Qualquer pessoa pode buscar um profissional da Terapia Ocupacional para se restabelecer na vida, seja no campo do desenvolvimento pessoal ou até mesmo no caso de patologias como reabilitação de problemas motores, neurológicos, mentais em termos de cognição, emocionais e sociais, além de populações em situações vulneráveis como dependentes químicos e questões sociais. Em crianças a maioria dos casos envolve distúrbios de aprendizagem e desenvolvimento.
Qualquer que seja a técnica abordada, o terapeuta ocupacional sempre vai trabalhar com a devolutiva. O terapeuta não é apenas um escutador, ele ajuda o paciente a reinterpretar sua condição e decidir por que caminho quer caminhar.
SELF-HEALING
Um dos métodos em que me especializei foi o Método Meir Schneider Self-Healing de Autocura, criado na década de 70 nos Estados Unidos pelo ucraniano Meir Schneider, baseado em sua experiência de recuperação da própria deficiência visual. Essa metodologia nos ajuda a aflorar nossa consciência corporal, não só física, pois temos vários corpos: físico, mental, emocional e espiritual. Ao aguçar nossa percepção e autoconsciência desenvolvemos a capacidade de restabelecer o equilíbrio e a autocura. Tudo isso através de exercícios passivos, ativos e respiratórios; relaxamento e massagens regenerativas.
O terapeuta formado também usa a massagem como instrumento. Ele vai além da massagem convencional relaxante porque entra no contexto do que o corpo denuncia sobre como o paciente está vivendo. Pontos sensoriais estratégicos apontam para sentimentos ocultos, como raiva, fardo pesado, culpa e assim por diante.
O método vem se destacando na recuperação e prevenção de doenças ósteo-musculares relacionadas ao trabalho, problemas de coluna, atrofias e distrofias musculares, osteoporose, artrite e artrose, problemas de visão e até no campo do desenvolvimento pessoal.
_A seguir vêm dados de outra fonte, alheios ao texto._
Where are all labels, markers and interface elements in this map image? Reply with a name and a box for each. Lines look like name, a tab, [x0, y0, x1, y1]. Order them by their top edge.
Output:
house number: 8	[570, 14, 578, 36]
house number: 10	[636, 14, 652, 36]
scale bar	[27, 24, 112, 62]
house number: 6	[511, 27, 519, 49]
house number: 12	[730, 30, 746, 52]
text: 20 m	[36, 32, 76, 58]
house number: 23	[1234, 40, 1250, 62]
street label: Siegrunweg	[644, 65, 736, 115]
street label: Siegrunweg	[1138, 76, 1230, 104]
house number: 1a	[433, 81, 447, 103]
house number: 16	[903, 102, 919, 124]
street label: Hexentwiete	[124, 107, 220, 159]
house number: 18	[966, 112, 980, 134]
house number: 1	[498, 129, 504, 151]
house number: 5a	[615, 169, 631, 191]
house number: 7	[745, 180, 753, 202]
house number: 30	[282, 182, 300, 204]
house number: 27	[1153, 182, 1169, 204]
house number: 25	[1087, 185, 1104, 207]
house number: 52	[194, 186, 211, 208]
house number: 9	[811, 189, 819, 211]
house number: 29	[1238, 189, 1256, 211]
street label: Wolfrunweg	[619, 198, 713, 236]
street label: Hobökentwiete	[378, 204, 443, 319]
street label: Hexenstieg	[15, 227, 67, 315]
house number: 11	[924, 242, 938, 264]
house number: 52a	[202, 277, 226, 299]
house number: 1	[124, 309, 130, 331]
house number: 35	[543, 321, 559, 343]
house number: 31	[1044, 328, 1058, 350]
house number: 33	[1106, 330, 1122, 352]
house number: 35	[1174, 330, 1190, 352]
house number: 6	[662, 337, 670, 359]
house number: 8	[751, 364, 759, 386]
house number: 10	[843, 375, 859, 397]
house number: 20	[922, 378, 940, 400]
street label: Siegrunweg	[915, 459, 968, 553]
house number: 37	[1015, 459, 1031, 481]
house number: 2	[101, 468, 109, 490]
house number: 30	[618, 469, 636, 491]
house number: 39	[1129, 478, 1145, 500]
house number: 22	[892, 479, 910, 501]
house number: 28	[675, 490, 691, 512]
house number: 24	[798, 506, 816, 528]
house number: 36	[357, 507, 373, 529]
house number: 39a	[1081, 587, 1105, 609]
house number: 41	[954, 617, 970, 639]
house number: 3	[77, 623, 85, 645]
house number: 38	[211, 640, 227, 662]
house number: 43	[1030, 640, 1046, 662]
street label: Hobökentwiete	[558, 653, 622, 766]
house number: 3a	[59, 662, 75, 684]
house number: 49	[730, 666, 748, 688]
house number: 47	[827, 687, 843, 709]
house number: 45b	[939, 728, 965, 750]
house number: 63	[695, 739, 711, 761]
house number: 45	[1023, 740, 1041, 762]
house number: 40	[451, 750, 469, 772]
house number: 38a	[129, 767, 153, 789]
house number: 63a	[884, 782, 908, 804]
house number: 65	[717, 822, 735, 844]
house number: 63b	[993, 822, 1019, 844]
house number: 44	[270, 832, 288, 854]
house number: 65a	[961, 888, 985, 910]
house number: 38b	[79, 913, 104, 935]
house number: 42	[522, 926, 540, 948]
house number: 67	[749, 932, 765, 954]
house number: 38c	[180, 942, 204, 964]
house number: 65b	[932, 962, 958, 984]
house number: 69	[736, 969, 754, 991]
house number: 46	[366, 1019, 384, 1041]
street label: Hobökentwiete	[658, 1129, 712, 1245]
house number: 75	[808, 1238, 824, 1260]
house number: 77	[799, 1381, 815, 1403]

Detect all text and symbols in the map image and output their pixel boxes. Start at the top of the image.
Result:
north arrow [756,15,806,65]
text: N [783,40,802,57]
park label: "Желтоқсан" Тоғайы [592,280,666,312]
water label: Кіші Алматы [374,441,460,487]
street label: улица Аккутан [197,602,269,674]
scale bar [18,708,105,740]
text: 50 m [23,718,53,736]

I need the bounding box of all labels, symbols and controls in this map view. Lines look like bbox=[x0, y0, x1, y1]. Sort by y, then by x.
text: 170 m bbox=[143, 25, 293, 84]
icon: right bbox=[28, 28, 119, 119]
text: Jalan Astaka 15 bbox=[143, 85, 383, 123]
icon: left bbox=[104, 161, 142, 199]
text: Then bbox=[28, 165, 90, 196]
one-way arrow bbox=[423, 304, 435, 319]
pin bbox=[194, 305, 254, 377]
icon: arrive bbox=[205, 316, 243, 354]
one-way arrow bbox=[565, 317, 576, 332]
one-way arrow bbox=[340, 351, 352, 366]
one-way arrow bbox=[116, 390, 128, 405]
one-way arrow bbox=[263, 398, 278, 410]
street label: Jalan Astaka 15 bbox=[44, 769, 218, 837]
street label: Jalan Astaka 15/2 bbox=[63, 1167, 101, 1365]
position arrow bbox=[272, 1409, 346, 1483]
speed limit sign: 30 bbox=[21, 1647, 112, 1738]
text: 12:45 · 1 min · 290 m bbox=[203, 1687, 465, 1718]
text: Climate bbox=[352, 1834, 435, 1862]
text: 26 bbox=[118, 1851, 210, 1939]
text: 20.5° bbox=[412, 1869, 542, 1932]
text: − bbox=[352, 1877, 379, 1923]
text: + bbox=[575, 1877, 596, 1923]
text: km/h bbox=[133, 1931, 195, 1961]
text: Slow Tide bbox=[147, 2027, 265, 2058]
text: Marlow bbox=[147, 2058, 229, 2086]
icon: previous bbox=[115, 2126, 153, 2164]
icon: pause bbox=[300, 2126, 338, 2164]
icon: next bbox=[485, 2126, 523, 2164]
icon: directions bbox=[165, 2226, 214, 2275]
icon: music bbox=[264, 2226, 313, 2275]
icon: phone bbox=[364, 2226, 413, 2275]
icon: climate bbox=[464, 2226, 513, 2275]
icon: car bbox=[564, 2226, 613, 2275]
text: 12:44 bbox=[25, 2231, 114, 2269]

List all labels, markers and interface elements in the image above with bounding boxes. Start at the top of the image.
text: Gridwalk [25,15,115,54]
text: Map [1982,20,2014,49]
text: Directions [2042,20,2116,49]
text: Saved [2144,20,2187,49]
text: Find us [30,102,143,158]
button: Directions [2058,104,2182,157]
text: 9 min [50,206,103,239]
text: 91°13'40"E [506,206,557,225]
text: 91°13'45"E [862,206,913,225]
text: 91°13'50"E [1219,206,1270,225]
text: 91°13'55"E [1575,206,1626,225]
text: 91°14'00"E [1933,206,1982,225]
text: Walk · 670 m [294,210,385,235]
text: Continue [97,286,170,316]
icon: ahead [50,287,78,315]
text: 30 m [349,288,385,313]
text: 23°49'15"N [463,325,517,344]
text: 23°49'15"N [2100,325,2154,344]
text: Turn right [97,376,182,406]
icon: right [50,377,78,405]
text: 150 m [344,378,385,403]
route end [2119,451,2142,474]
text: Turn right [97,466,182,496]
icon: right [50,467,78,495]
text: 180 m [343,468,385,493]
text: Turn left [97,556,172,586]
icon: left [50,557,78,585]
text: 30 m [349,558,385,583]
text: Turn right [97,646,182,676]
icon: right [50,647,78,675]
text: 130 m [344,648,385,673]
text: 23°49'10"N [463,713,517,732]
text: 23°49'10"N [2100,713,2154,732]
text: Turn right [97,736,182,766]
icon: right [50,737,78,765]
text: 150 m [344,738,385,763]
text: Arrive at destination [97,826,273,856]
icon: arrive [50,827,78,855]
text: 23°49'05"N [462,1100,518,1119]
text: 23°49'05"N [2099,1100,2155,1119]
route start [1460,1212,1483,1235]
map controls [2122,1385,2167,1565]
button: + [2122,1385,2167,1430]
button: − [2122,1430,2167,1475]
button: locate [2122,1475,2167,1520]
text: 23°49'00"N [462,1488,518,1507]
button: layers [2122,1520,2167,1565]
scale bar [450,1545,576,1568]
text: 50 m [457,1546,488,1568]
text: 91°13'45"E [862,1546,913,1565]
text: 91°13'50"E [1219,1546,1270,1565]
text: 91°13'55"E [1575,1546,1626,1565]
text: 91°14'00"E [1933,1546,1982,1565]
É um ótimo tratamento terapêutico para despertar o corpo para a saúde.
Muitas pessoas acham que o Self-Healing é algo místico e transcendente. Na verdade, ele tem muito de científico, como defendem várias teses desenvolvidas sobre esse tema. Por exemplo: na nossa primeira infância tudo é sensório e motor. É muito difícil você chegar para uma criança de 3 anos e dizer “escuta, vou te explicar como acontece”. Não vai dar certo. A criança aprende por meio do concreto, do que é tátil. Dentro do Self-Healing isso se traduz em várias práticas, como a respiração consciente e os movimentos realizados com atenção dirigida para membros, articulações e até órgãos internos.
O mundo contemporâneo e todas as mudanças vindas com ele estão aqui para nos favorecer. Em muitos aspectos a tecnologia encurtou distâncias e isso é ótimo. Precisamos apenas aprender a viver (bem) com o novo. Avalie-se a si mesmo e reflita: minha vida está em movimento? O corpo que não se movimenta adoece. Movimento inclusive de ideias. Uma pessoa extremamente rígida vai ter dificuldade para viver e até respirar. Nós podemos nos cuidar!